Data science is a team sport that thrives upon collaboration, quick iteration, and a healthy amount of collegial competitiveness. These characteristics also drive development in the open source software community. So it’s fitting that Greenplum announced the release of Chorus, its social platform for collaboration on predictive analytics projects, as an open source project last week at the Strata Conference in New York City.
The OpenChorus project aims to develop a platform for collaborative data science with Greenplum customers, data science practitioners, open source developers, and a variety of like-minded partners, while facilitating an open dialogue about the future of predictive analytics. Datastream spoke with Logan Lee, Director of Product Management at Greenplum, about the company’s reasons for opening Chorus’s code to the community, and the company’s goals for the future of the product and the practice of data science.
Can you speak to the motivations behind Greenplum’s decision to release Chorus as an open source project?
Greenplum takes its opportunity to advance the practice of Data Science seriously. Chorus represents an important component of our effort to improve this practice. In order to build a truly transformative platform for collaborative data science, Chorus must be open and reflective of a vision beyond Greenplum. By doing so, we hope to include others within the Data Science community, who can bring their own ideas and contribute to improving a practice that will profoundly affect wide-ranging industries and causes worldwide.
While our primary objective is to facilitate contribution to Chorus that its users will value, we also wanted to ensure that Chorus’ source code is useful to others beyond our vision. We decided to license under the Apache 2.0 Software License, because we believe that it provides the right opportunity and protections for both contributors to our project and those who would re-use our code for other purposes. We think that’s the right approach for the type of product that we have.
What sorts of contributions and collaborations does Greenplum expect?
We believe contribution is likely to come from partners in the ecosystem and customers of the product, but we also welcome others with like-minded goals for the practice of data science to get involved. We expect contributions will focus on making communities more productive, creating access to data, and improving the value of applications through social use.
At Strata, Greenplum also announced three partnerships which we think reflect these types of contributions. The first is with Kaggle, which comes back to the idea of community being transformative. The goal of our partnership is to tackle the short supply and heavy demand for data scientists. Leveraging Chorus to connect both sides transforms the way people can get assistance with their Big Data problems, and also allows Kaggle’s elite data scientists to expand the market for their highly-sought skills.

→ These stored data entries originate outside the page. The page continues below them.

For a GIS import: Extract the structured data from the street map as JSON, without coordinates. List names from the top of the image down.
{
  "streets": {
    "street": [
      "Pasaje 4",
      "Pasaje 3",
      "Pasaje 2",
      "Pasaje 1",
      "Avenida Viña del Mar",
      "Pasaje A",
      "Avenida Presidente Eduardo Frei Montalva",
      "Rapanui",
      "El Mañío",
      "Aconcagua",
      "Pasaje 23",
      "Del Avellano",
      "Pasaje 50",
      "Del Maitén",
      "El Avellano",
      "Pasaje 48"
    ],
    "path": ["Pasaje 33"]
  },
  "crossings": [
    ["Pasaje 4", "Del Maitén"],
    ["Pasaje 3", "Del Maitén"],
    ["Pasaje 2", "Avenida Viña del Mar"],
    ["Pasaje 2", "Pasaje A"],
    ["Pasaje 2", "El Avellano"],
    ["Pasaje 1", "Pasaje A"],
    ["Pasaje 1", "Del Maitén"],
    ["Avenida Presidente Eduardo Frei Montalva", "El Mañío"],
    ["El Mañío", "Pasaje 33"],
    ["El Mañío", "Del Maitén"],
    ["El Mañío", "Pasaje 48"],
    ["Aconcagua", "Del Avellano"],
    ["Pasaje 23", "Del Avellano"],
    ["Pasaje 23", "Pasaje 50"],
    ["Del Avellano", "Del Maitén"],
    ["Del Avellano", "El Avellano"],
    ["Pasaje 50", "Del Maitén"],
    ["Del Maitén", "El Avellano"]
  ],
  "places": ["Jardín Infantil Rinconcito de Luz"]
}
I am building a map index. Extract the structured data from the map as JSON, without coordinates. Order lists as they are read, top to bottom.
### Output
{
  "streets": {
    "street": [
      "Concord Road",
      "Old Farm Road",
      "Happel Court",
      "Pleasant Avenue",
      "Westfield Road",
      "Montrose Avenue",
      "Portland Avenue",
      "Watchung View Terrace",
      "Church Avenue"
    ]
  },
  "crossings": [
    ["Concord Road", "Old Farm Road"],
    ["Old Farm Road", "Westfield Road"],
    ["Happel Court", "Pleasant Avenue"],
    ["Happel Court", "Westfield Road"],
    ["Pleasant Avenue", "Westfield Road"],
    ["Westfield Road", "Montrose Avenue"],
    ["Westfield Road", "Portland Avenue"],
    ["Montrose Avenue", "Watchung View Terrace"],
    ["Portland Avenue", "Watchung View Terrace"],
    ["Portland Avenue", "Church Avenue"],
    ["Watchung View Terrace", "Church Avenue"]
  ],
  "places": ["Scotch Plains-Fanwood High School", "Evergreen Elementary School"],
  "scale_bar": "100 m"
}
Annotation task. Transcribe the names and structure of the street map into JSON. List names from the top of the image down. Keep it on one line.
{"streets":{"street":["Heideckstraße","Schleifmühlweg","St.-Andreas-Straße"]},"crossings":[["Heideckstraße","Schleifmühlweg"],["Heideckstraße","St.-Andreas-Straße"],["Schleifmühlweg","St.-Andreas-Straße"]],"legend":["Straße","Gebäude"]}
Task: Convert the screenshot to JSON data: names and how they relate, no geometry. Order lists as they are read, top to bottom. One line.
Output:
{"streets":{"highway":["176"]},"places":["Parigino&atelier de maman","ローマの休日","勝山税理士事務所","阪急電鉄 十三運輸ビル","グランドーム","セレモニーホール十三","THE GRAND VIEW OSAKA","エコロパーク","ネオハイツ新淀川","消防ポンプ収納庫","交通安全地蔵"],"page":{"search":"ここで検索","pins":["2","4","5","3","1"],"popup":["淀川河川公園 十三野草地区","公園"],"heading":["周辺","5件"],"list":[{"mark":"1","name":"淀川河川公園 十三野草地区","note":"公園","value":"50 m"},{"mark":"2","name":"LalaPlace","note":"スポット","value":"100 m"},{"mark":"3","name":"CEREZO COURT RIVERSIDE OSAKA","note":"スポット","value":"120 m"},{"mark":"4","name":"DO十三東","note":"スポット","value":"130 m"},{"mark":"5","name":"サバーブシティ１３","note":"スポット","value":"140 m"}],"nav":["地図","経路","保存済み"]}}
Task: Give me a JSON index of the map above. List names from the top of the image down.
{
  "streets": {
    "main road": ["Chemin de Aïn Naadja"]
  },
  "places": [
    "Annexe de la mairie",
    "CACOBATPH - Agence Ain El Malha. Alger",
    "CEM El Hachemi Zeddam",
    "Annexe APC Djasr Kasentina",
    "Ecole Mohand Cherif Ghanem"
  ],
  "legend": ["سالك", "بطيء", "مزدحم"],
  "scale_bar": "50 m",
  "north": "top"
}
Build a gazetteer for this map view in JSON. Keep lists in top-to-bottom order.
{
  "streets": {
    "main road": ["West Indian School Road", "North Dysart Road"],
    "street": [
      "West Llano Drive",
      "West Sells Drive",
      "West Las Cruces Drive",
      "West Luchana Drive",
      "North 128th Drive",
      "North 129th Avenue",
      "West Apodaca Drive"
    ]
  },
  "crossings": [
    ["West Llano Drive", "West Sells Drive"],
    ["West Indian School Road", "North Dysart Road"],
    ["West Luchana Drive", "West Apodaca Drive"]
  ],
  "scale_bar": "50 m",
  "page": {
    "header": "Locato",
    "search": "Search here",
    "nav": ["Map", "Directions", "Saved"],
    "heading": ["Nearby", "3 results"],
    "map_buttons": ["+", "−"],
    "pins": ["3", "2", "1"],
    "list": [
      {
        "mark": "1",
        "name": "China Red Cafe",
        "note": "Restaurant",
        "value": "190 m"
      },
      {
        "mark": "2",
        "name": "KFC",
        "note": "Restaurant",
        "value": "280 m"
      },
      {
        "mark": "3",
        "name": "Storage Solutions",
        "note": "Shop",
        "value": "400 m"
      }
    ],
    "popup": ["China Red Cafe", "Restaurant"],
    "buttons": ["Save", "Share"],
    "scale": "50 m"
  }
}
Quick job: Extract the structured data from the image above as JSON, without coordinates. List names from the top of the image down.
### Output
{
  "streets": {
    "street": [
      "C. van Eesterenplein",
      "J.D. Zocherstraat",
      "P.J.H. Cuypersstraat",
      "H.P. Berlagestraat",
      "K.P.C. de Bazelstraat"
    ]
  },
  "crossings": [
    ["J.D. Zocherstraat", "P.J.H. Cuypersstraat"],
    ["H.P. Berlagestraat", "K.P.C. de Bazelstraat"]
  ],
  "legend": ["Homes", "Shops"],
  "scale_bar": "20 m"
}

The second part, the data piece, is a collaboration with Gnip. We agree with Gartner, which stated that one of the top technology trends for 2013 will be an increased focus on joining public data sources with internal data assets. Gnip is a leading provider of social media data streams. This first effort allows Chorus users to automatically access and import historical Twitter data horizontally from Gnip’s APIs into their own Greenplum database in order to join datasets and perform sophisticated analysis.
The third is a collaboration with Tableau, which makes an application for advanced visual data analysis. Like many aspects of Data Science, there are opportunities for re-use of an organization’s Tableau assets across teams and productivity to be gained during the iterative stages of authoring visual analysis. Integrating Tableau workflow into Chorus creates visibility and access to make that opportunity possible.
How do you see the open sourcing of Chorus and these collaborations contributing to the product in the long-term?
First, its important to clarify that independent of our open sourcing of Chorus’ code and our investment in facilitating the community project, Greenplum continues to build and stand behind Chorus as a product. When customers use the Chorus product Greenplum produces with this code, they will benefit from our investment in its continued quality, and the support we provide them for any issue they experience.
We believe our three recent partnerships will create new opportunities and solve real problems for our users. We fully intend to continue building on them, based on what our customers tell us.
The open sourcing of Chorus’ code will accelerate the value the product provides, thanks to an increasing number of hands producing it, which will broaden the range of perspectives and experience that drive its vision. While we continue to build Chorus to solve the problems our customers tell us are important to their Data Science efforts, our partners and customers are now empowered to contribute improvements themselves should they choose to.
We’re not just opening the code, we’re investing in establishing a community to foster onboarding, dialogue, and successful implementations to the product by providing resource and people that facilitate those interactions. That starts with our OpenChorus project page, which is the place to get started if you’re interested in contributing.
We also believe customers of Chorus have an opportunity, should they choose, to privately extend and modify Chorus in ways that are meaningful to themselves and operate their own version of the product. While we know this isn’t for everyone, its important to point out it’s a valid option.